| oLBFGS {stochQN} | R Documentation |
oLBFGS guided optimizer
Description
Optimizes an empirical (convex) loss function over batches of sample data.
Usage
oLBFGS(x0, grad_fun, pred_fun = NULL, initial_step = 0.01,
step_fun = function(iter) 1/sqrt((iter/10) + 1),
callback_iter = NULL, args_cb = NULL, verbose = TRUE,
mem_size = 10, hess_init = NULL, min_curvature = 1e-04,
y_reg = NULL, check_nan = TRUE, nthreads = -1)
Arguments
x0 |
Initial values for the variables to optimize. |
grad_fun |
Function taking as unnamed arguments 'x_curr' (variable values), 'X' (covariates), 'y' (target variable), and 'w' (weights), plus additional arguments ('...'), and producing the expected value of the gradient when evalauted on that data. |
pred_fun |
Function taking an unnamed argument as data, another unnamed argument as the variable values, and optional extra arguments ('...'). Will be called when using 'predict' on the object returned by this function. |
initial_step |
Initial step size. |
step_fun |
Function accepting the iteration number as an unnamed parameter, which will output the number by which 'initial_step' will be multiplied at each iteration to get the step size for that iteration. |
callback_iter |
Callback function which will be called at the end of each iteration. Will pass three unnamed arguments: the current variable values, the current iteration number, and 'args_cb'. Pass 'NULL' if there is no need to call a callback function. |
args_cb |
Extra argument to pass to the callback function. |
verbose |
Whether to print information about iteration statuses when something goes wrong. |
mem_size |
Number of correction pairs to store for approximation of Hessian-vector products. |
hess_init |
Value to which to initialize the diagonal of H0. If passing 'NULL', will use the same initializion as for SQN ((s_last * y_last) / (y_last * y_last)). |
min_curvature |
Minimum value of (s * y) / (s * s) in order to accept a correction pair. Pass 'NULL' for no minimum. |
y_reg |
Regularizer for 'y' vector (gets added y_reg * s). Pass 'NULL' for no regularization. |
check_nan |
Whether to check for variables becoming NA after each iteration, and reverting the step if they do (will also reset BFGS memory). |
nthreads |
Number of parallel threads to use. If set to -1, will determine the number of available threads and use all of them. Note however that not all the computations can be parallelized, and the BLAS backend might use a different number of threads. |
Value
an 'oLBFGS' object with the user-supplied functions, which can be fit to batches of data through function 'partial_fit', and can produce predictions on new data through function 'predict'.
References
Schraudolph, N.N., Yu, J. and Guenter, S., 2007, March. "A stochastic quasi-Newton method for online convex optimization." In Artificial Intelligence and Statistics (pp. 436-443).

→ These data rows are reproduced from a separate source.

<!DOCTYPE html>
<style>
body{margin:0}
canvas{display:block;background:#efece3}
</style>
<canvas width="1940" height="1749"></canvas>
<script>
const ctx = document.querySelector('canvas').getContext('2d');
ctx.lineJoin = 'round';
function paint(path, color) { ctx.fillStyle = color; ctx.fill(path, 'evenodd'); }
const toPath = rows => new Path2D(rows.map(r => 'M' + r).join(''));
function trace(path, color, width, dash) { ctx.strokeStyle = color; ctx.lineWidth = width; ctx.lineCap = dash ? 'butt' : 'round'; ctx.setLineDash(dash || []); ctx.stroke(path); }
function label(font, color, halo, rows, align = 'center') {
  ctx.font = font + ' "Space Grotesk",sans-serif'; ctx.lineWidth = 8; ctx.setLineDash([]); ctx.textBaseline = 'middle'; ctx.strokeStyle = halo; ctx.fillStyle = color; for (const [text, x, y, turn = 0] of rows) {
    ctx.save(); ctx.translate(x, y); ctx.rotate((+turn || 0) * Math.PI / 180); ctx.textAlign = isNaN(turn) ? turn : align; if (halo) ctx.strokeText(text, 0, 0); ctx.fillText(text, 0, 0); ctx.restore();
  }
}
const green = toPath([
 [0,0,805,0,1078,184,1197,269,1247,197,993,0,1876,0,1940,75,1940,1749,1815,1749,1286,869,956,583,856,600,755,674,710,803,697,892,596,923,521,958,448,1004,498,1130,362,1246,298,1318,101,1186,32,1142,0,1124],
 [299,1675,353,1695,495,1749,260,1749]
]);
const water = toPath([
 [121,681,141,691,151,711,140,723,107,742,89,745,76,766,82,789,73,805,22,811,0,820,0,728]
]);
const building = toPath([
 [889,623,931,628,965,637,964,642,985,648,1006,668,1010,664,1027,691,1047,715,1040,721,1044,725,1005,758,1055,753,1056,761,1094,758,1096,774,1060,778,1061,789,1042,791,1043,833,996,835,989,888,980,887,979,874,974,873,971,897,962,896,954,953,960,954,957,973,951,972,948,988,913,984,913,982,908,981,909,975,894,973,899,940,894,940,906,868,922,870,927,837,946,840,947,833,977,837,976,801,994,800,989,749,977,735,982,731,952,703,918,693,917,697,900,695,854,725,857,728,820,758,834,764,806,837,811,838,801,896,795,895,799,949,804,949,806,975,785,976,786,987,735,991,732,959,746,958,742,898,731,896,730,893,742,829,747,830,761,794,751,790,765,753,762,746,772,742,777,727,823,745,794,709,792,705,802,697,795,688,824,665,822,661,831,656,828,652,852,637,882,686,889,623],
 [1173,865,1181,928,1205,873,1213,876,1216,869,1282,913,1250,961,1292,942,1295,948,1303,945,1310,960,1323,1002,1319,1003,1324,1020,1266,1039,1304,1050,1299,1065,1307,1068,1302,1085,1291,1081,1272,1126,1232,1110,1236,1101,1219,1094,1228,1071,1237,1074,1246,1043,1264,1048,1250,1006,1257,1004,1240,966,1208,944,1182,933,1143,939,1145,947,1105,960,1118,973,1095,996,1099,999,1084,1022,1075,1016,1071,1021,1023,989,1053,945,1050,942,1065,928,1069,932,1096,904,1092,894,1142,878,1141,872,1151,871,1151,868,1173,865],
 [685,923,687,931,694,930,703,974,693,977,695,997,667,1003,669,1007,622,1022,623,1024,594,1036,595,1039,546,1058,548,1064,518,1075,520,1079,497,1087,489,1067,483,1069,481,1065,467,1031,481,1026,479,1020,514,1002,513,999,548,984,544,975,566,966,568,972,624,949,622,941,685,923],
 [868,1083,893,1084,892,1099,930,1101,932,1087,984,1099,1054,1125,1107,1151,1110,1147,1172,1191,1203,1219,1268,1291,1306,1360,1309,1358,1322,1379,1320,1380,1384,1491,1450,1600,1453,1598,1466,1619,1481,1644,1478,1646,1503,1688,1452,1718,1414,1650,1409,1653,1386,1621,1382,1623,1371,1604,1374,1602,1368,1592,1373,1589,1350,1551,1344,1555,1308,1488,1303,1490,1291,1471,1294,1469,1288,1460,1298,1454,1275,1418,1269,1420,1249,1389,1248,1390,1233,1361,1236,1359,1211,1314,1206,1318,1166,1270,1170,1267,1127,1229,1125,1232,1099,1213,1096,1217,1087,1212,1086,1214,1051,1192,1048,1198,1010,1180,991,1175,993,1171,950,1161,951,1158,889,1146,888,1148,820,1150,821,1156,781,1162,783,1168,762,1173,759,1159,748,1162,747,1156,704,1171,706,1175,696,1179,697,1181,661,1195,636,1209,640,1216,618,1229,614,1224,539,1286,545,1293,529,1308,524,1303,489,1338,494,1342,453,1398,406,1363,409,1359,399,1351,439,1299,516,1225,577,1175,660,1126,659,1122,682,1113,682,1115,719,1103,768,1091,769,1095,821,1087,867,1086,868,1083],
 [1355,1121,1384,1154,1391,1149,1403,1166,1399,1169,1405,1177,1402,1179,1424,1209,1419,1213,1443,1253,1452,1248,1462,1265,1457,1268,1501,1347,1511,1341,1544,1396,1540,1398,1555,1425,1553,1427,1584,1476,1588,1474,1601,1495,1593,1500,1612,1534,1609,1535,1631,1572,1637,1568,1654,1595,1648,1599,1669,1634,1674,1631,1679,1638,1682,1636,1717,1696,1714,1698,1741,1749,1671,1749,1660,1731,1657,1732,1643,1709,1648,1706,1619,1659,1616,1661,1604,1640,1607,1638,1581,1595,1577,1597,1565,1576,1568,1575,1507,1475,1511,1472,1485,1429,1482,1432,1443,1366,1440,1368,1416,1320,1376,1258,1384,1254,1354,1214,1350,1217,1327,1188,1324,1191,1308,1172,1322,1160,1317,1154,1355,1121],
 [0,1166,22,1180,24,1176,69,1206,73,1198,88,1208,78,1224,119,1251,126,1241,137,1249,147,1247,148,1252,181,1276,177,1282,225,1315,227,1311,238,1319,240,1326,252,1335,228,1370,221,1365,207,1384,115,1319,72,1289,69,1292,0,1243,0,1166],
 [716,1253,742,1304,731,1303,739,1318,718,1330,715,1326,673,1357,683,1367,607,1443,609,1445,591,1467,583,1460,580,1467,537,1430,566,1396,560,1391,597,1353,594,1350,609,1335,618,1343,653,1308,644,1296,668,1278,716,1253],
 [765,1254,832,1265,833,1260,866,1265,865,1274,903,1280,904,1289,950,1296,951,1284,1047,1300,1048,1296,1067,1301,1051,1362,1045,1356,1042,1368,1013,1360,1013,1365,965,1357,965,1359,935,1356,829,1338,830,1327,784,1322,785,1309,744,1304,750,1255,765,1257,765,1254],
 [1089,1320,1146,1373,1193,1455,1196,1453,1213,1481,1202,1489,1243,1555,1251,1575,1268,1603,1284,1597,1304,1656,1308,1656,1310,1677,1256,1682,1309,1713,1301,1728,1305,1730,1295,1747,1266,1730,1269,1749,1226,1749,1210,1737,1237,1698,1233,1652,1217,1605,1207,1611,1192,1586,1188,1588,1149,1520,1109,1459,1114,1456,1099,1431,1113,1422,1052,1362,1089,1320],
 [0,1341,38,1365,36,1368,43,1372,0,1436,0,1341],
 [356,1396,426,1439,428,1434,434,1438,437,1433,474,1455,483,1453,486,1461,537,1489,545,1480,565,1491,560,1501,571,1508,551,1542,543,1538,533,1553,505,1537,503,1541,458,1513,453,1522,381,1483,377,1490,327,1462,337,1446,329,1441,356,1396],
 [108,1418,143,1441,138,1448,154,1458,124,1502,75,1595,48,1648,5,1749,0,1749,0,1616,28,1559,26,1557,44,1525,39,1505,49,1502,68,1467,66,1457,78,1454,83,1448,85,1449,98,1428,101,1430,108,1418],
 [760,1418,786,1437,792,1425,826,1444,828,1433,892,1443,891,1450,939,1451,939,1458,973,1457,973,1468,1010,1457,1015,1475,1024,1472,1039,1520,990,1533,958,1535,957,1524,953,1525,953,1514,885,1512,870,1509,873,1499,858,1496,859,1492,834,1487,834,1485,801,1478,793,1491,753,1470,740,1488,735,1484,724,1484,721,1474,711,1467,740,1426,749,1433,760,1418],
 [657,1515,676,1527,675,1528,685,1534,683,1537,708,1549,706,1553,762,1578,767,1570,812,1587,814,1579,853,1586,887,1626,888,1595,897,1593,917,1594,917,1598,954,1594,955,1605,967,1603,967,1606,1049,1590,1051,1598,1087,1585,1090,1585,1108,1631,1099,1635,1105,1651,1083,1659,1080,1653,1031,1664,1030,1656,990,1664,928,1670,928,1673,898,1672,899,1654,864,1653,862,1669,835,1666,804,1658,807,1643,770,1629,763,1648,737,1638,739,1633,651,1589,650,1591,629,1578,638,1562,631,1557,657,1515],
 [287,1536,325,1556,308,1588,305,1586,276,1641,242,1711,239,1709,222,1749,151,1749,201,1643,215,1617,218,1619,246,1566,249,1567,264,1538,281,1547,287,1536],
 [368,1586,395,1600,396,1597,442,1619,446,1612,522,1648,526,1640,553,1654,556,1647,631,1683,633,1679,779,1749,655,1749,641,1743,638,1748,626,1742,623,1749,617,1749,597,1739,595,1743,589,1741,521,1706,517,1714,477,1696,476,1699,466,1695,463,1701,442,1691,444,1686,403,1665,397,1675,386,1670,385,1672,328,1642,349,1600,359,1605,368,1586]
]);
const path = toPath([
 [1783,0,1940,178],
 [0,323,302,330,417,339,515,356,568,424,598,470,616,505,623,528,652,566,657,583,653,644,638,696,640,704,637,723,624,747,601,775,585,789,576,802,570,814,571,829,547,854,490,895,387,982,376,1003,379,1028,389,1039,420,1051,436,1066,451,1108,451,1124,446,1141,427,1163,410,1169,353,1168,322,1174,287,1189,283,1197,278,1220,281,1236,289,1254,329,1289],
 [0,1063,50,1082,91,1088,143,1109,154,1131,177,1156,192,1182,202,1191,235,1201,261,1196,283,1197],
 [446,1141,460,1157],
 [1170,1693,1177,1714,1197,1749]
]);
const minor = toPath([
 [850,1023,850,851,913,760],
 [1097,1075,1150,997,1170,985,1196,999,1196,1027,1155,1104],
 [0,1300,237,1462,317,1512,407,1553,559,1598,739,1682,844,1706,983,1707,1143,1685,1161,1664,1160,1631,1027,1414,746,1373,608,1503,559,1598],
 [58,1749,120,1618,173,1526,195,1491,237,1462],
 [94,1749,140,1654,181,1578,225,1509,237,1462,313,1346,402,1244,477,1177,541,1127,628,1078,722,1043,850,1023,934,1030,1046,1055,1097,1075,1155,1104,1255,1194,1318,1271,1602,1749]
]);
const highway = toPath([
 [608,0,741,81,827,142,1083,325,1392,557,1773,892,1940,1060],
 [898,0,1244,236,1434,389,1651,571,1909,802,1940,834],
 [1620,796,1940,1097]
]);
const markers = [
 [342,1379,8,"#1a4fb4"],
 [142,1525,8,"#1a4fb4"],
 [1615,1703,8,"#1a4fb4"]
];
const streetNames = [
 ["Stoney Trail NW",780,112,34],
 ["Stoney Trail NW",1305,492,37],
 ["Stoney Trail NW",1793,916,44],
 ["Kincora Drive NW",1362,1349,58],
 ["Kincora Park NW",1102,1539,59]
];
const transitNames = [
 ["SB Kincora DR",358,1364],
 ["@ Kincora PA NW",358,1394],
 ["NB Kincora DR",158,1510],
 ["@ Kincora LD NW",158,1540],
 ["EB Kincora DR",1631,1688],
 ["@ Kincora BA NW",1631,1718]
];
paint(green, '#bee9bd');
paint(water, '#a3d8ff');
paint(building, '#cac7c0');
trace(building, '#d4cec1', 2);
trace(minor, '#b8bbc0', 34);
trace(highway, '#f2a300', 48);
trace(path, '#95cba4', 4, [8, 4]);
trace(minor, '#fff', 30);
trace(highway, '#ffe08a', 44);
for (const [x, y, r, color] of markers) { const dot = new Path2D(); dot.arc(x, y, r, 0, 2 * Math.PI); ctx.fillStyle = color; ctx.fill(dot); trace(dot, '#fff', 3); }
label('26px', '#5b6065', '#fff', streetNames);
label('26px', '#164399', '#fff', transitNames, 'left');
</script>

Wright, S. and Nocedal, J., 1999. "Numerical optimization." (ch 7) Springer Science, 35(67-68), p.7.
See Also
partial_fit , predict.stochQN_guided , oLBFGS_free
Examples
### Example regression with randomly-generated data
library(stochQN)
### Will sample data y ~ Ax + epsilon
true_coefs <- c(1.12, 5.34, -6.123)
generate_data_batch <- function(true_coefs, n = 100) {
X <- matrix(
rnorm(length(true_coefs) * n),
nrow=n, ncol=length(true_coefs))
y <- X %*% true_coefs + rnorm(n)
return(list(X = X, y = y))
}
### Regular regression function that minimizes RMSE
eval_fun <- function(coefs, X, y, weights=NULL, lambda=1e-5) {
pred <- as.numeric(X %*% coefs)
RMSE <- sqrt(mean((pred - y)^2))
reg <- lambda * as.numeric(coefs %*% coefs)
return(RMSE + reg)
}
eval_grad <- function(coefs, X, y, weights=NULL, lambda=1e-5) {
pred <- X %*% coefs
grad <- colMeans(X * as.numeric(pred - y))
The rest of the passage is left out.